## Task brief
For every line in the material below that holds "data", report the line.

(Information supplied Opens)

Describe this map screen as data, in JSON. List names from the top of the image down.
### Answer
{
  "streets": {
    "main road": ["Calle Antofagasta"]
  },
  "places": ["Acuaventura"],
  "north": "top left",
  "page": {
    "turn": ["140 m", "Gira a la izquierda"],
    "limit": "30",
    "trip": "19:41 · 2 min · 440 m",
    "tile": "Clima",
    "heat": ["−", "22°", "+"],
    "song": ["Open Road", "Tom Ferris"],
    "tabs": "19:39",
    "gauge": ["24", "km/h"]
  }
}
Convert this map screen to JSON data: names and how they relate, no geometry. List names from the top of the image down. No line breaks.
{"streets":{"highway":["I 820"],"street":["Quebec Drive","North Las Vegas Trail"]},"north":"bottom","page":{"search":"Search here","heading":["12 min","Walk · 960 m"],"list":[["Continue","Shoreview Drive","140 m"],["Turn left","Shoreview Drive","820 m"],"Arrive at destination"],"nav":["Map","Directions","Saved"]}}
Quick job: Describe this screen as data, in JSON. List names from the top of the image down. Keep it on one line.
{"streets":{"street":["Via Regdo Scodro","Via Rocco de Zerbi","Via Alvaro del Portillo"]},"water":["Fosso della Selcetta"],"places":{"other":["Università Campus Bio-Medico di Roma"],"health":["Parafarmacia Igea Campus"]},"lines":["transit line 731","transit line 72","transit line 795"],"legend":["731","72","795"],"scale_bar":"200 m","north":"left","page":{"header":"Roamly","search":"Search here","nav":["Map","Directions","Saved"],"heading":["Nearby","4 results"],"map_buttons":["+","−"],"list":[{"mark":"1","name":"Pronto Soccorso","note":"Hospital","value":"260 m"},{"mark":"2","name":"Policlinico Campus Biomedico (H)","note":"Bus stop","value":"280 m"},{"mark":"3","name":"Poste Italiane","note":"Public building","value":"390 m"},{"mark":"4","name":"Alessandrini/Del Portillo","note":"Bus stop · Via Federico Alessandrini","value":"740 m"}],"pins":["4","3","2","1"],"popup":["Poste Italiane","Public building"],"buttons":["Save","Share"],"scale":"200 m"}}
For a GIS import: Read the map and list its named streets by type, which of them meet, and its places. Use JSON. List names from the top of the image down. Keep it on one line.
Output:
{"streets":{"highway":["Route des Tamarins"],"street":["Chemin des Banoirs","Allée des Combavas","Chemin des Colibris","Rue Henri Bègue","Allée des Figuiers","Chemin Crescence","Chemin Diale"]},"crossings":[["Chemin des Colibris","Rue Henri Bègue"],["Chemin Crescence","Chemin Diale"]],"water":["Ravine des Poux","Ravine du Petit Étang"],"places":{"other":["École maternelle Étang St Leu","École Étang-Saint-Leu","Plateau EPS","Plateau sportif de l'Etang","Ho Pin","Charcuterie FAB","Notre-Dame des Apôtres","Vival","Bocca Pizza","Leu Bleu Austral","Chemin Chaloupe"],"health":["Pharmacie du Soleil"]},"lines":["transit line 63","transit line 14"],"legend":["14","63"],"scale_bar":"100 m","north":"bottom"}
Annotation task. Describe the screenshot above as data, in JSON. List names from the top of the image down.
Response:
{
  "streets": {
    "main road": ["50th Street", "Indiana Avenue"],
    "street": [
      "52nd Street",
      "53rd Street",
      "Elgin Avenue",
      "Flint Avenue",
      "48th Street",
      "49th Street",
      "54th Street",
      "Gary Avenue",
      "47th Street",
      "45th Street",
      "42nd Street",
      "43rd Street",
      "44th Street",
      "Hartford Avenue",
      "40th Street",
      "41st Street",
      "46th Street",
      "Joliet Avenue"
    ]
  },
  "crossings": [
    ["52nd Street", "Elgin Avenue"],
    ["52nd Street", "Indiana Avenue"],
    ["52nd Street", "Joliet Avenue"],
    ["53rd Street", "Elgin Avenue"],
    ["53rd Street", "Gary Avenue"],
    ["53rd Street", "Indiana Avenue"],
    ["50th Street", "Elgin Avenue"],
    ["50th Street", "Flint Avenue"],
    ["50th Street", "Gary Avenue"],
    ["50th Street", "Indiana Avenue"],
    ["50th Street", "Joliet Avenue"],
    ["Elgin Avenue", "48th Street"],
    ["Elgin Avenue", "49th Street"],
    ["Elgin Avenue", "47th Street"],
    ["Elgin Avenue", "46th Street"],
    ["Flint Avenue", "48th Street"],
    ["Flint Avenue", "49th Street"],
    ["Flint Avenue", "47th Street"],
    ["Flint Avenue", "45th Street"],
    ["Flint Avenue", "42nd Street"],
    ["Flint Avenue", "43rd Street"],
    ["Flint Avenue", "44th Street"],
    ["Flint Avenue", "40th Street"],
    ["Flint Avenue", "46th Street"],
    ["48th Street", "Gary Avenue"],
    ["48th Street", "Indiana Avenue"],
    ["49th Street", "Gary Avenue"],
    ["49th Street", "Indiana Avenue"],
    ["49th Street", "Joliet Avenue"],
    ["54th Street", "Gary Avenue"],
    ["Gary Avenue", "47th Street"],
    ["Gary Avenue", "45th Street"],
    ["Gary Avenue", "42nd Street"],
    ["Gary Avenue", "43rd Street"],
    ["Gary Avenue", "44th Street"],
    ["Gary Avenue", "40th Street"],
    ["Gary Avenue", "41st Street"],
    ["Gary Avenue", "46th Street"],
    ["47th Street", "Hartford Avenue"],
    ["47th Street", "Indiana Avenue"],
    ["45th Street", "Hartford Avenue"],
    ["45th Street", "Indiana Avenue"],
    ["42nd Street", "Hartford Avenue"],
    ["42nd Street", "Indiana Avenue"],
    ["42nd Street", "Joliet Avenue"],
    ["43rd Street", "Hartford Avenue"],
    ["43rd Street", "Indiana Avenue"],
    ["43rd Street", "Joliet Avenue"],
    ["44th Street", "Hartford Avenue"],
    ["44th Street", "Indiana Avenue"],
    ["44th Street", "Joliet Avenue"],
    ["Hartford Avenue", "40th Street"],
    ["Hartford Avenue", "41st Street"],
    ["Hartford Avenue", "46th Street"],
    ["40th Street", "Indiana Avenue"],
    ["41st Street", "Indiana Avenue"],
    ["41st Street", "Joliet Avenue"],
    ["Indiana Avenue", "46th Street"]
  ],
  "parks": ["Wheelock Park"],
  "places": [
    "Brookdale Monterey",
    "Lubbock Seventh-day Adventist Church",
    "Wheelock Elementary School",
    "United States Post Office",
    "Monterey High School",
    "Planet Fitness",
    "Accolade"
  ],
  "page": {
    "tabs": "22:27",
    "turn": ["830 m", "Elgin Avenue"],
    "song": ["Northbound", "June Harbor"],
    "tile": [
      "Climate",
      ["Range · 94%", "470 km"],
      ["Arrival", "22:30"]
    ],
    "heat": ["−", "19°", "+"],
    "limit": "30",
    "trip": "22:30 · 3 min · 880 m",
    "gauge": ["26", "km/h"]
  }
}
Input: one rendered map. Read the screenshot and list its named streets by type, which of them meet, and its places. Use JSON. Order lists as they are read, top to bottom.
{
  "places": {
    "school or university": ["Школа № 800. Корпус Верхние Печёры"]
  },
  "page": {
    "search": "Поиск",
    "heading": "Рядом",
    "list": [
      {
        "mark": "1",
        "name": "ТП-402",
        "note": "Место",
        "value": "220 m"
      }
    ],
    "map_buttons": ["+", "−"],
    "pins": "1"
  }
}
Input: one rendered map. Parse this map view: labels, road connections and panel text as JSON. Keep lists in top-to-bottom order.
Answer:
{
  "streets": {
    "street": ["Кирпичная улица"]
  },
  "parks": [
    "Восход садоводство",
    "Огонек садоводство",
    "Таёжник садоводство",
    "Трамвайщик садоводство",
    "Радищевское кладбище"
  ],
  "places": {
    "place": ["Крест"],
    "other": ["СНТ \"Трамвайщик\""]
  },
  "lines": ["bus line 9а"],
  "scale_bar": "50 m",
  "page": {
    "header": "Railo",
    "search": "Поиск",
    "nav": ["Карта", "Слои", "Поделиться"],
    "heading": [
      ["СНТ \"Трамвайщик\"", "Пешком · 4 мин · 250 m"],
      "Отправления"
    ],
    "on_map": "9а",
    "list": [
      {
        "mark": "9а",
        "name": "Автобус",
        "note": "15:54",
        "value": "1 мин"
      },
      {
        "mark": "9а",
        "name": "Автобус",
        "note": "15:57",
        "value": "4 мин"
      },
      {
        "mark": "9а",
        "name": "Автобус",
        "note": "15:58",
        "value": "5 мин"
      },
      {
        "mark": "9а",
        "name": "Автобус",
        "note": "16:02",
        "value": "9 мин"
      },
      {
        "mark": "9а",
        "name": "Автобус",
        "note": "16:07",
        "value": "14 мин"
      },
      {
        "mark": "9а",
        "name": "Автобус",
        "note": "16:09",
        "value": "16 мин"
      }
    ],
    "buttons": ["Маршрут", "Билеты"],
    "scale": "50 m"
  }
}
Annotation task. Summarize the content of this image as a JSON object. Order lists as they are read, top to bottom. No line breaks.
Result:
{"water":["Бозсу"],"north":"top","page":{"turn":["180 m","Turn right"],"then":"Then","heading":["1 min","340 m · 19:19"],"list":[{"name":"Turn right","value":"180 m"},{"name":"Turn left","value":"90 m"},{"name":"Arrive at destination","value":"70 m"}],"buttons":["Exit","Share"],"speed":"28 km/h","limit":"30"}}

(Information supplied Closes)

## Response area
Describe this map screen as data, in JSON. List names from the top of the image down.
Convert this map screen to JSON data: names and how they relate, no geometry. List names from the top of the image down. No line breaks.
Quick job: Describe this screen as data, in JSON. List names from the top of the image down. Keep it on one line.
Annotation task. Describe the screenshot above as data, in JSON. List names from the top of the image down.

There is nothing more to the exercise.